- _Problem_
An exact copy of every record is the expected answer.

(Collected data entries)
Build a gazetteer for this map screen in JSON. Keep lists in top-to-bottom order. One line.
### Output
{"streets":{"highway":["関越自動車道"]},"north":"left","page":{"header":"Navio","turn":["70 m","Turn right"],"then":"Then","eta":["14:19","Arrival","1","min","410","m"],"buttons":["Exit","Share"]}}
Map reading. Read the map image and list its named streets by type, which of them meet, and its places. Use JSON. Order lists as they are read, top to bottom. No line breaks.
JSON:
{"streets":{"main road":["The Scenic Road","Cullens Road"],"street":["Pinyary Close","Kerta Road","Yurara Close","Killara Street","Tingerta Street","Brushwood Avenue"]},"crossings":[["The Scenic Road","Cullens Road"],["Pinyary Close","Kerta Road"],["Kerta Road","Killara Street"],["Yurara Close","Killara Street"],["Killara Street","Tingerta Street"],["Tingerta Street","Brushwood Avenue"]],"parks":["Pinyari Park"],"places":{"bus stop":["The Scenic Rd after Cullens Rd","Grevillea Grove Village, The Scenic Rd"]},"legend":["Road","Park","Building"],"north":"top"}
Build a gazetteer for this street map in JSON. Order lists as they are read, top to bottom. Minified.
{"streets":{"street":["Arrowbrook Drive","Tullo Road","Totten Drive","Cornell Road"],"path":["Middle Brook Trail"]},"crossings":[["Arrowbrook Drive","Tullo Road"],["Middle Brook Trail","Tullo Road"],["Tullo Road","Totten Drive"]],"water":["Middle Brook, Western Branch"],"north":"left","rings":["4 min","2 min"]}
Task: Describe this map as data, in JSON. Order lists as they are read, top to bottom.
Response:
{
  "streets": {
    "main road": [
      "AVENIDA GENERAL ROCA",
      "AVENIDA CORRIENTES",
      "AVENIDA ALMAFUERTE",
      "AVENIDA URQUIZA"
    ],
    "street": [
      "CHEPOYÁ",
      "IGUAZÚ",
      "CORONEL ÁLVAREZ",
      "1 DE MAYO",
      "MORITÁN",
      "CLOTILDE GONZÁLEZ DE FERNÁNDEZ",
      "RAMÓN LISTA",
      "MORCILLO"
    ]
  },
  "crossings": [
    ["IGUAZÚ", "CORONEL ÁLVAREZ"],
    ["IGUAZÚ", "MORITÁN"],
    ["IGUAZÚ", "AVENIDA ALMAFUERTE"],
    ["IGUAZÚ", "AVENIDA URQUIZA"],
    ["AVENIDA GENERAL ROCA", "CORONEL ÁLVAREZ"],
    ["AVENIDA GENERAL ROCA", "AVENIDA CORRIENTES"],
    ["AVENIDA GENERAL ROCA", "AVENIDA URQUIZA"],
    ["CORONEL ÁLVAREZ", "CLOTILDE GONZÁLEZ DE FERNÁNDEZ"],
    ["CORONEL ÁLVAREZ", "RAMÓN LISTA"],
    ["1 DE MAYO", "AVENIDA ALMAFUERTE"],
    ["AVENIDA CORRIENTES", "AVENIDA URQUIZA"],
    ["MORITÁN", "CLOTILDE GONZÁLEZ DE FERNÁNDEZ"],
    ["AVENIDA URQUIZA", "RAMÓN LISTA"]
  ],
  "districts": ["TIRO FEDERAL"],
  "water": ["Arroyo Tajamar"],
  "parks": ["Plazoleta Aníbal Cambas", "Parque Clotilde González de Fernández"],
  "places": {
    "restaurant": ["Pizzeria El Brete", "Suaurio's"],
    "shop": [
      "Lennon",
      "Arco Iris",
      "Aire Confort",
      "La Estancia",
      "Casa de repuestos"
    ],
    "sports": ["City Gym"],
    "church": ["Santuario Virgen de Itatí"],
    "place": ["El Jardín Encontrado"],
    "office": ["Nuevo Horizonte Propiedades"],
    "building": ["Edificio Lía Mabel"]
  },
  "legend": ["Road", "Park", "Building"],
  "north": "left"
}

- _Response box_
Build a gazetteer for this map screen in JSON. Keep lists in top-to-bottom order. One line.
### Output
{"streets":{"highway":["関越自動車道"]},"north":"left","page":{"header":"Navio","turn":["70 m","Turn right"],"then":"Then","eta":["14:19","Arrival","1","min","410","m"],"buttons":["Exit","Share"]}}
Map reading. Read the map image and list its named streets by type, which of them meet, and its places. Use JSON. Order lists as they are read, top to bottom. No line breaks.
JSON:
{"streets":{"main road":["The Scenic Road","Cullens Road"],"street":["Pinyary Close","Kerta Road","Yurara Close","Killara Street","Tingerta Street","Brushwood Avenue"]},"crossings":[["The Scenic Road","Cullens Road"],["Pinyary Close","Kerta Road"],["Kerta Road","Killara Street"],["Yurara Close","Killara Street"],["Killara Street","Tingerta Street"],["Tingerta Street","Brushwood Avenue"]],"parks":["Pinyari Park"],"places":{"bus stop":["The Scenic Rd after Cullens Rd","Grevillea Grove Village, The Scenic Rd"]},"legend":["Road","Park","Building"],"north":"top"}
Build a gazetteer for this street map in JSON. Order lists as they are read, top to bottom. Minified.
{"streets":{"street":["Arrowbrook Drive","Tullo Road","Totten Drive","Cornell Road"],"path":["Middle Brook Trail"]},"crossings":[["Arrowbrook Drive","Tullo Road"],["Middle Brook Trail","Tullo Road"],["Tullo Road","Totten Drive"]],"water":["Middle Brook, Western Branch"],"north":"left","rings":["4 min","2 min"]}
Task: Describe this map as data, in JSON. Order lists as they are read, top to bottom.
Response:
{
  "streets": {
    "main road": [
      "AVENIDA GENERAL ROCA",
      "AVENIDA CORRIENTES",
      "AVENIDA ALMAFUERTE",
      "AVENIDA URQUIZA"
    ],
    "street": [
      "CHEPOYÁ",
      "IGUAZÚ",
      "CORONEL ÁLVAREZ",
      "1 DE MAYO",
      "MORITÁN",
      "CLOTILDE GONZÁLEZ DE FERNÁNDEZ",
      "RAMÓN LISTA",
      "MORCILLO"
    ]
  },
  "crossings": [
    ["IGUAZÚ", "CORONEL ÁLVAREZ"],
    ["IGUAZÚ", "MORITÁN"],
    ["IGUAZÚ", "AVENIDA ALMAFUERTE"],
    ["IGUAZÚ", "AVENIDA URQUIZA"],
    ["AVENIDA GENERAL ROCA", "CORONEL ÁLVAREZ"],
    ["AVENIDA GENERAL ROCA", "AVENIDA CORRIENTES"],
    ["AVENIDA GENERAL ROCA", "AVENIDA URQUIZA"],
    ["CORONEL ÁLVAREZ", "CLOTILDE GONZÁLEZ DE FERNÁNDEZ"],
    ["CORONEL ÁLVAREZ", "RAMÓN LISTA"],
    ["1 DE MAYO", "AVENIDA ALMAFUERTE"],
    ["AVENIDA CORRIENTES", "AVENIDA URQUIZA"],
    ["MORITÁN", "CLOTILDE GONZÁLEZ DE FERNÁNDEZ"],
    ["AVENIDA URQUIZA", "RAMÓN LISTA"]
  ],
  "districts": ["TIRO FEDERAL"],
  "water": ["Arroyo Tajamar"],
  "parks": ["Plazoleta Aníbal Cambas", "Parque Clotilde González de Fernández"],
  "places": {
    "restaurant": ["Pizzeria El Brete", "Suaurio's"],
    "shop": [
      "Lennon",
      "Arco Iris",
      "Aire Confort",
      "La Estancia",
      "Casa de repuestos"
    ],
    "sports": ["City Gym"],
    "church": ["Santuario Virgen de Itatí"],
    "place": ["El Jardín Encontrado"],
    "office": ["Nuevo Horizonte Propiedades"],
    "building": ["Edificio Lía Mabel"]
  },
  "legend": ["Road", "Park", "Building"],
  "north": "left"
}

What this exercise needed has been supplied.